April 6, 2021
Jordan permits import of 1,500 dairy cows following three-year hiatus
Jordan's Ministry of Agriculture has announced on April 2 that it had approved the import of 1,500 dairy cows after a three-year hiatus, citing "unfair and unjustified" hikes in fresh milk prices.
"The price of a kilo of farm-fresh milk is now double its price in 2018 when the decision to stop the import of dairy cows was taken," the ministry said, adding that such prices affect dairy manufacturers and, most importantly, consumers.
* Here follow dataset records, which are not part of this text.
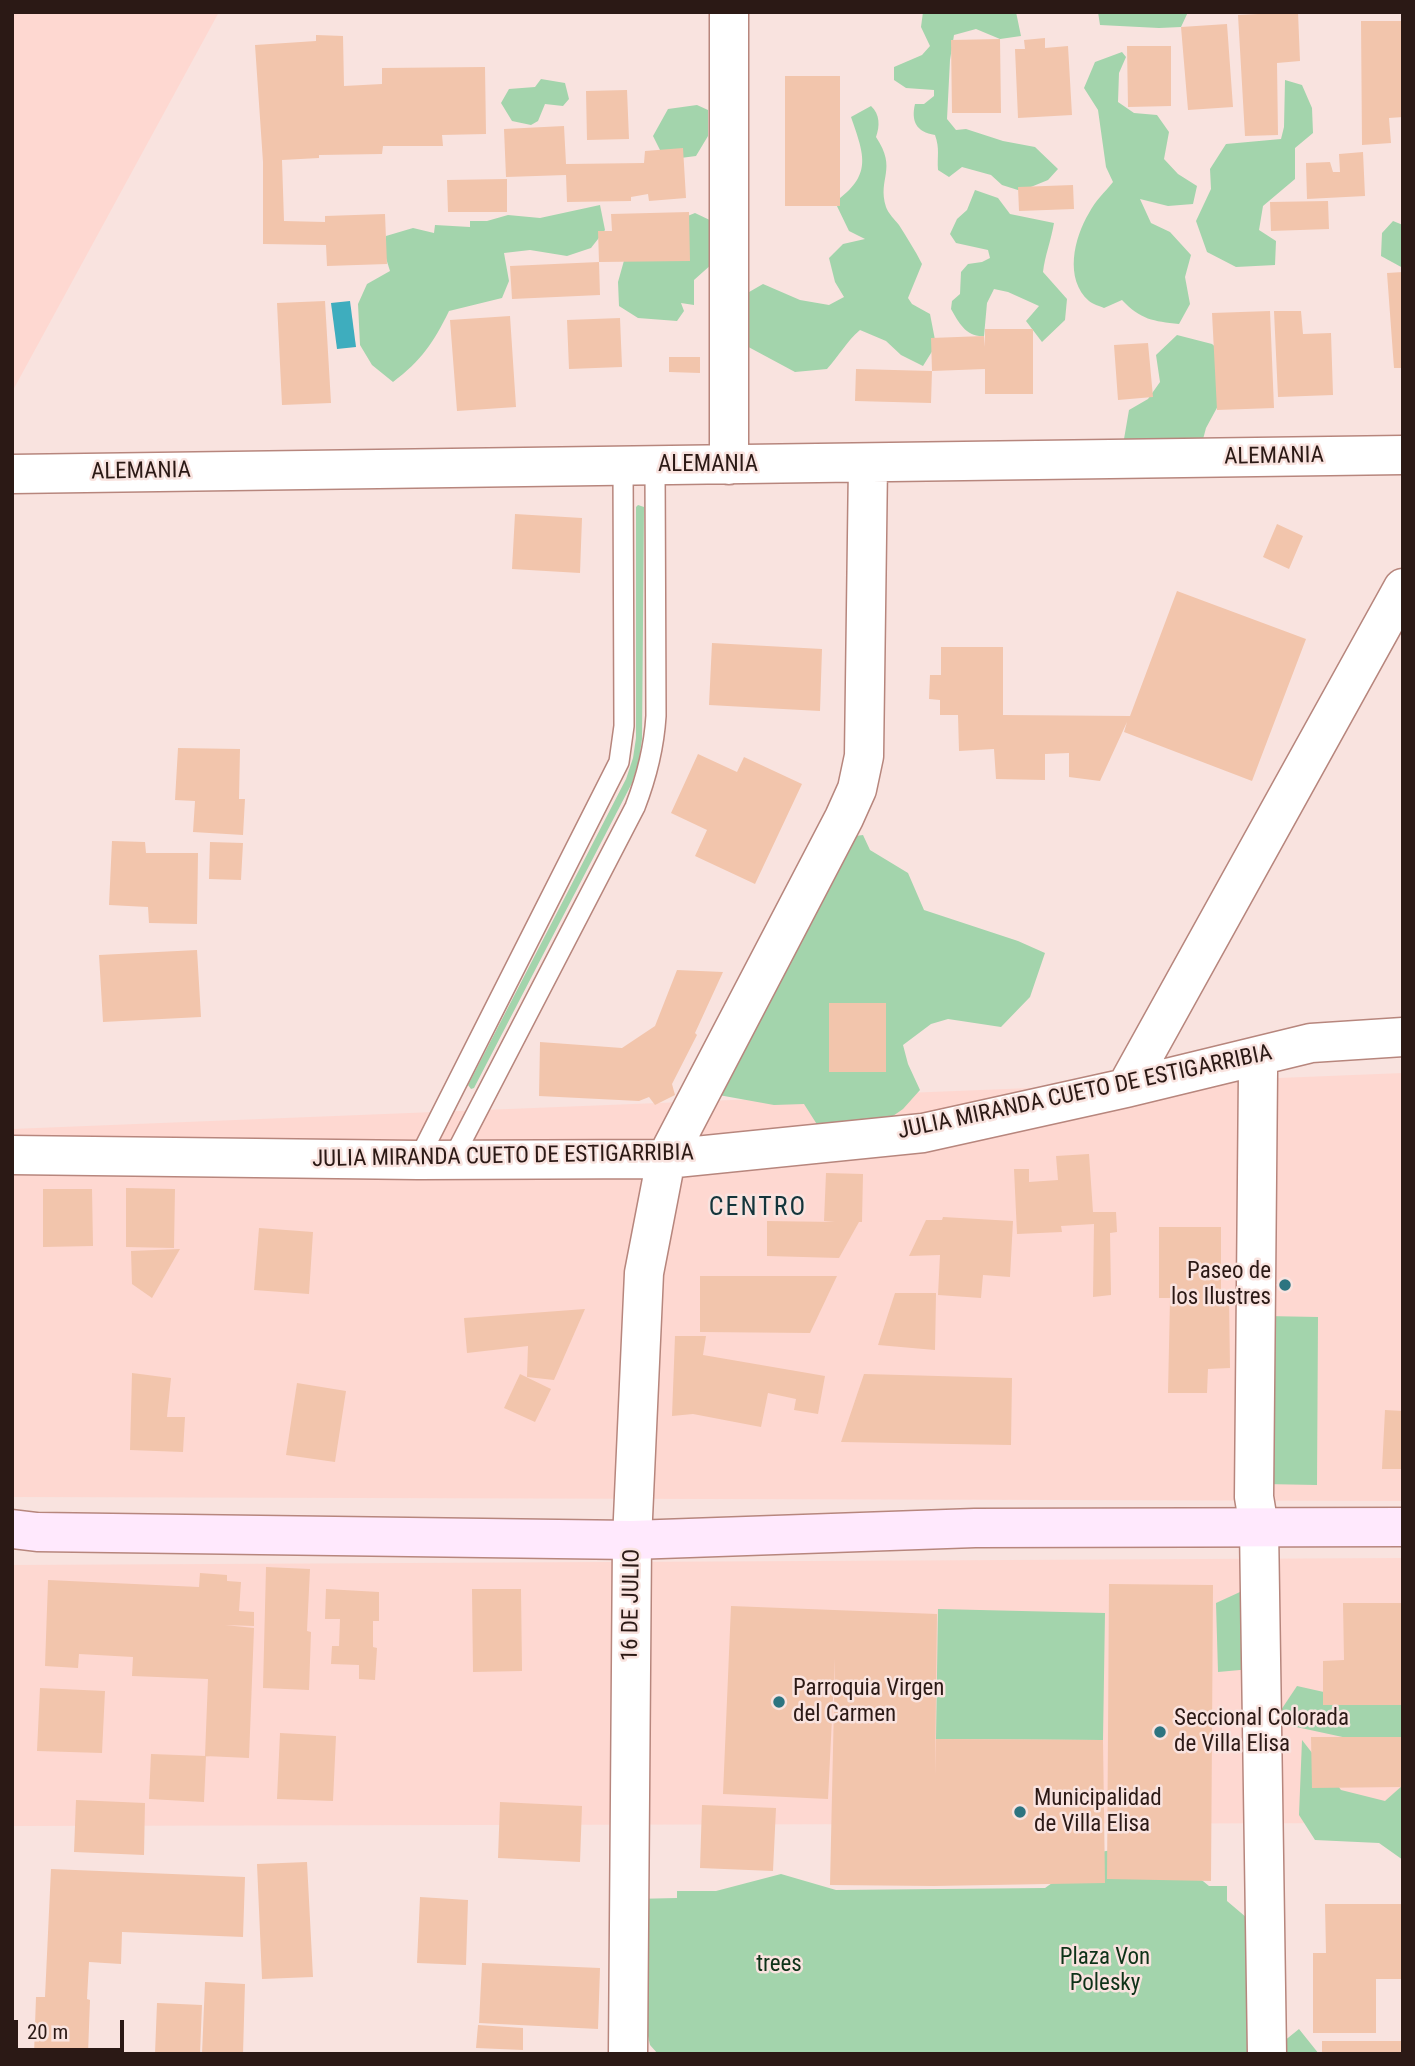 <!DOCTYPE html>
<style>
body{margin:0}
#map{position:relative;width:1415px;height:2066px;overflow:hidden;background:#f9e3df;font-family:"Roboto Condensed",sans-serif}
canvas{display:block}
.frame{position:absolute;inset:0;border:14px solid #2b1915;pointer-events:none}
.scale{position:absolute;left:14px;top:2020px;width:110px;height:32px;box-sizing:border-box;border:4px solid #2b1915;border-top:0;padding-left:9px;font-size:21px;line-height:24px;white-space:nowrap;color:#2b1915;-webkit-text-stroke:5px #f9e3df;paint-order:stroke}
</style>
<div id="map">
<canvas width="1415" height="2066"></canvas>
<div class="frame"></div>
<div class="scale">20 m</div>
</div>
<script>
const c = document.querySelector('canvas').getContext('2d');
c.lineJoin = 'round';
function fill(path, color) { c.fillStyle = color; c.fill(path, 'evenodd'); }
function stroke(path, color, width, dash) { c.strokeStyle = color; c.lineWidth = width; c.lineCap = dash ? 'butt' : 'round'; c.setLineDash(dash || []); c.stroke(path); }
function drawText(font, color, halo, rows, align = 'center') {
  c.font = font + ' "Roboto Condensed",sans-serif'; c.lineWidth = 5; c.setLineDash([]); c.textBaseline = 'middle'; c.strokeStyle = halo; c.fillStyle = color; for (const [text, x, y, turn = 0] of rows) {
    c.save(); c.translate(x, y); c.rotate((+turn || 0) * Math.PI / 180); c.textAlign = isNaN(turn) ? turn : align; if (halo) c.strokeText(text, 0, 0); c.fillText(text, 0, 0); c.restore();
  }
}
fill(new Path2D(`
 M12,12H219L12,392Z
 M1403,1073V1501L12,1497V1129Z
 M1403,1558V1823L12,1826V1565Z`), '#fed8d1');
fill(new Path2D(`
 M923,12H1016L1021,36L1000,39L976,29L954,35L950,60L947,119L956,130L966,129L1003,141L1035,147L1058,169L1048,180L1021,191L1002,185L991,175L962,167L949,177L938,170C937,156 940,149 935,135C916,132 911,121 915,104H924L934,96V90L906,88L894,80V67L922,55L930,46L921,27Z
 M1098,12H1188L1181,27L1159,28L1100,25Z
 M1122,52L1126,57L1119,73L1118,102L1134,113L1157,115L1169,132L1164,159L1178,174L1197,186L1193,204L1168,206L1140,199L1151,223L1170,232L1191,255L1185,277L1190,304L1179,324C1153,321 1141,320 1122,300L1104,308C1100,306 1092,304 1089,301C1064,279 1074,238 1089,213C1095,201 1105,192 1113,182L1106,167L1098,110L1084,88L1095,62Z
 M541,79L565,83L569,99L563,106L545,104L538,121L531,125L512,121L501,103L509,89L535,87Z
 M1285,80L1302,85L1312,108L1313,133L1295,148V179L1263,206L1259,230L1276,241L1275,265L1236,267L1207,252L1196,221L1211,189L1210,169L1226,144L1281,139L1284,127Z
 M697,105L708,110V136L696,156L665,160L653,136L668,109Z
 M871,106C880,114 880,126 876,137C898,170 877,178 886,207C888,213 895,220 899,225C907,238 915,250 922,264L908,298L912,304L930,314L936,345L923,366L901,355L886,341L860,330C846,342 839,356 827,369L795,372L741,343L737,299L763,284L800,300L829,305L844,297L835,282L829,258L843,244L865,239L849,231L835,202C872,175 865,157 851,117Z
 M975,190L998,198L1010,214L1054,223C1051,241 1045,255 1043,272L1067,299L1065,320L1042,342L1026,321L1039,306L1008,292L994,289L987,303L984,336C966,337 959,323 951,309L952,301L960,294L961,272L968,264L982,262L990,258L988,250L956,243L950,234L957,219L967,210Z
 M600,205L605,230L591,248L567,256L530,250L504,253L509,281L502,298L449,311C434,342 421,361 393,382L372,365L360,345L358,304L367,284L390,271L385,255L386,236L413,228L434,233L435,225L470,227V221H487L508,215L540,218Z
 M695,213L716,223L722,255L694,280V305L681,303L684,311L677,321L638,318L619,306L618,282L625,257L680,219Z
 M1393,221L1403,225V268L1381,256L1382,233Z
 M1177,335L1212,344L1219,350V404L1206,428L1202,443L1143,458L1124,439L1129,410L1148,399L1160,382L1156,355Z
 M638,505L644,507L642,739L639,760L632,783L474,1088L471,1089L468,1085L626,779L633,758L636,738V507Z
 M863,835L870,850L908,873L924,910L1018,941L1045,953L1030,997L1001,1027L948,1019L931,1024L903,1045L908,1064L920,1090L903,1109L860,1139L818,1126L804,1104L774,1105L713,1094L816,841Z
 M1266,1316L1318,1317L1317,1485L1264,1484Z
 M1240,1592L1257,1611L1251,1669L1218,1672L1216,1603Z
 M938,1609L1105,1613L1103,1740L936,1739Z
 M1297,1686L1364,1701L1403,1686V1750L1273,1722Z
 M1302,1740L1341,1790L1385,1801L1403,1785V1860L1379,1843L1315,1840L1299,1815Z
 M1128,1847L1187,1868L1209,1886H1227V1901L1260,1929L1261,2054H658L650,2045L624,1926L633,1899L677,1898V1891H716L781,1874L836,1890L1045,1888L1095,1853Z
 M1299,2029L1319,2054H1268Z`), '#a3d4ac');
fill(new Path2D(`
 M350,301L356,347L337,349L331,303Z`), '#3eadbe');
fill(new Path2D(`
 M1298,12L1300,61L1277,63L1278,135L1245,136L1238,15Z
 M1361,21H1403V117L1389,118L1391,143L1362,145Z
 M1227,24L1233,107L1188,110L1181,27Z
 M316,35L343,36L344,86L382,84V68L485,67L486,134L442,135L443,146H383L382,154L319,155V158L282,160L284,221L325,222V216L385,214L387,264L327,266L326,245L263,244V162L255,45L316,41Z
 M1045,38V48L1068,46L1072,115L1018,118L1015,49H1025L1024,40Z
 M1000,39L1001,113H952L951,40Z
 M1127,46H1171V106L1128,107Z
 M785,76H840V206H785Z
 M627,90L629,139L587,140L586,91Z
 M564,126L566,164L644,163L645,151L683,148L686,198L649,201L648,194L631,197V201L567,202L566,175L506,177L504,129Z
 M1363,152L1365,196L1307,199L1306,163L1330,162L1333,172H1340L1339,154Z
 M507,179V212H448L447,180Z
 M1073,185L1074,209L1019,211L1018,187Z
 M1328,201L1329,229L1271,231L1270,202Z
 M689,212L690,261L599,262L600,295L512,299L510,266L599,262L598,231H612L611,214Z
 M1403,272V368H1394L1387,273Z
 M325,301L331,403L282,405L277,303Z
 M1270,311L1274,408L1217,410L1212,313Z
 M1274,311H1301L1303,334L1331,333L1333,395L1278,397Z
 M510,316L516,407L457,411L450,320Z
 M620,318L622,367L569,369L567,320Z
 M985,329H1033V394H985V369L932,371L931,403L855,401L856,369L932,371L931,338L984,336L985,347Z
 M1148,343L1153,397L1118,400L1114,345Z
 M669,357H700V373L669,372Z
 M515,514L582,518L580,573L512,569Z
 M1277,524L1303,536L1289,569L1263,557Z
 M1177,591L1306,639L1252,781L1124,732L1127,722L1100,781L1069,777V753L1045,754V780L996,779L994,749L959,751L958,715H940V700L929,699L930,675H941V647H1003V715L1130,716Z
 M712,643L822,649L820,711L709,705Z
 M178,748L240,749L239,799H245L243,835L193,832L195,801L175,800Z
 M698,754L737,772L744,757L802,784L755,884L695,856L707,830L671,813Z
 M112,841L145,842L146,853H198L197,924L149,923L148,907L109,905Z
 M210,842L243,843L241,880L209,879Z
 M197,950L201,1017L103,1022L99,955Z
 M677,970L723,972L695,1033L697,1035L672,1084L675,1095L655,1105L649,1097L639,1101L539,1096L540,1042L622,1048L655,1026Z
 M829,1003H886V1072H829Z
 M1089,1154L1093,1212H1116L1117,1232L1110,1233L1111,1295L1093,1297L1094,1224L1061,1226L1062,1232L1017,1234L1014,1169H1029V1182L1058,1180L1056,1156Z
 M826,1173L863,1174L862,1222H859L839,1258L767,1256V1221L835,1222L824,1221Z
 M126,1188L175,1189L174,1248L126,1247Z
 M43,1189H92L93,1246L43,1247Z
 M943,1217L1013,1221L1010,1277L983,1275L981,1298L938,1295L940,1255L909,1256L926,1220H942Z
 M1159,1227H1221V1298H1229L1230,1368L1208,1369L1207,1393H1168L1170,1299L1180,1298H1159Z
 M259,1228L313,1232L309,1294L254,1290Z
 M180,1249L152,1298L132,1284L131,1251Z
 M700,1276H837L810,1333L700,1332Z
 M895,1293H936L935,1350L878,1345Z
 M585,1309L554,1380L527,1377L528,1346L467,1353L464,1318Z
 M675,1336H706L703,1355L825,1376L818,1414L794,1410L796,1399L768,1393L761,1427L693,1414L672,1416Z
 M132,1373L171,1378L167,1417H185L183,1452L130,1450Z
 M520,1374L551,1389L535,1422L504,1408Z
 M864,1374L1012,1378L1011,1445L841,1442Z
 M297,1383L346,1391L335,1462L286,1455Z
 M1385,1410L1403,1411V1469H1382Z
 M266,1567L310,1569L307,1631L311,1632L309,1690L263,1688Z
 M200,1573L227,1575V1581L241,1582L239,1611L254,1612V1626L225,1625L254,1628L249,1758L205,1756L208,1679L132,1676L133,1657L79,1654L78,1668L45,1666L48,1580L199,1587Z
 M1109,1584L1213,1585L1211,1881L1107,1879Z
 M326,1589L379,1592V1621H373V1647L377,1648L375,1680L359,1679V1665L331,1664L332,1646H339L340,1619H325Z
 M472,1589H521L522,1671L473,1672Z
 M1343,1603H1403V1705H1323V1661L1344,1660Z
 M731,1606L937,1614L935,1776L936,1739L1103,1740L1105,1883L934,1886L830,1885L835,1658L828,1799L723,1794Z
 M40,1688L105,1691L102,1753L37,1751Z
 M280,1733L336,1736L333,1801L277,1799Z
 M1311,1737H1401L1402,1787L1312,1788Z
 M151,1754L206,1756L204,1802L149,1799Z
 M76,1800L145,1803L144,1855L74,1852Z
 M500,1802L582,1806L580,1862L498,1858Z
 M702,1805L776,1808L773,1871L700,1868Z
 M307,1862L313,1977L262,1979L257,1864Z
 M51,1869L245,1877L243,1937L122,1932L121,1964L89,1962L87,1999L90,2000L88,2054H34L36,1997H45Z
 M420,1897L468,1900L466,1965L417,1963Z
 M1325,1904H1403V1979H1376V2033H1313V1953H1326Z
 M482,1963L600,1968L598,2029L479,2023Z
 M205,1982L245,1984L243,2054H202Z
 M157,2003L202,2005L200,2054H155Z
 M478,2025L523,2028V2050L476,2048Z
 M1322,2041H1403V2054H1322Z`), '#f2c5ac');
const lane = new Path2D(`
 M418,1160L619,762L624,726L623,466
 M452,1160L635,807C647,776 654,748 656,716L655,466`);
const street = new Path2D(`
 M729,12V465
 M12,474L1403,455
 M1256,1057L1258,1072L1254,1497L1259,1527L1267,2054
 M1126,1088L1403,588
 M12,1155L418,1160L666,1159L923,1133L1126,1088L1311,1043L1403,1037
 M628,2054L632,1540L644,1273L666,1159L844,818L857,789L864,756L868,464`);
const secondary = new Path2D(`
 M12,1529L37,1532L632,1540L975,1528L1403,1527`);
stroke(lane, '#b7867d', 22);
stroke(street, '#b7867d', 41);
stroke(secondary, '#b7867d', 41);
stroke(lane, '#fff', 19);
stroke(street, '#fff', 38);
stroke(secondary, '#ffe9fd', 38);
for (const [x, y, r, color] of [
 [1285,1285,7,"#2d7480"],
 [779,1702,7,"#2d7480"],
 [1160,1732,7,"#2d7480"],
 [1020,1812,7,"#2d7480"]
]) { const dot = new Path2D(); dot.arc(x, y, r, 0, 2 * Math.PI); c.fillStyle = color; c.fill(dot); stroke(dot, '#f9e3df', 2.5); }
drawText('23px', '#2b1915', '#f9e3df', [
 ["ALEMANIA",1274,457,-1],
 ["ALEMANIA",708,465],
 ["ALEMANIA",141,472,-1],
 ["JULIA MIRANDA CUETO DE ESTIGARRIBIA",1085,1093,-12],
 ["JULIA MIRANDA CUETO DE ESTIGARRIBIA",503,1157,-1],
 ["16 DE JULIO",632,1605,-89]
]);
drawText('23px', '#2b1915', '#f9e3df', [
 ["Paseo de",1271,1272,"right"],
 ["los Ilustres",1271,1298,"right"],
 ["Parroquia Virgen",793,1689],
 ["del Carmen",793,1715],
 ["Seccional Colorada",1174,1719],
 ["de Villa Elisa",1174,1745],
 ["Municipalidad",1034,1799],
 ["de Villa Elisa",1034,1825]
], 'left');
drawText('23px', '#0e3218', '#f9e3df', [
 ["Plaza Von",1105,1958],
 ["Polesky",1105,1984],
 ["trees",779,1965]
]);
c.letterSpacing = '2px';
drawText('26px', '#14353b', '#f9e3df', [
 ["CENTRO",758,1208]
]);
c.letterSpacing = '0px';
</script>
The ministry also noted that the prices of dairy products saw a 20% increase despite the fact that the impact of a global rise in feed prices on local dairy products does not exceed one piaster per kilo of milk. It indicated that the Jordan's annual needs of milk are estimated at 650,000 tonnes while local supply stands at 486,000 tonnes.
Additionally, the ministry highlighted that while it has the authority to allow the import of 9,000 dairy cows a year, it had provided permits for only 1,500 to protect cattle farmers and encourage them to boost their farms' milk yields.
It added that the permits were given to two dairy companies with factories employing large number of Jordanians, stressing that the licenses were given after a field check of those manufacturers' farms proved they needed the cows.
The ministry indicated the permits do not allow the companies to sell the imported cattle.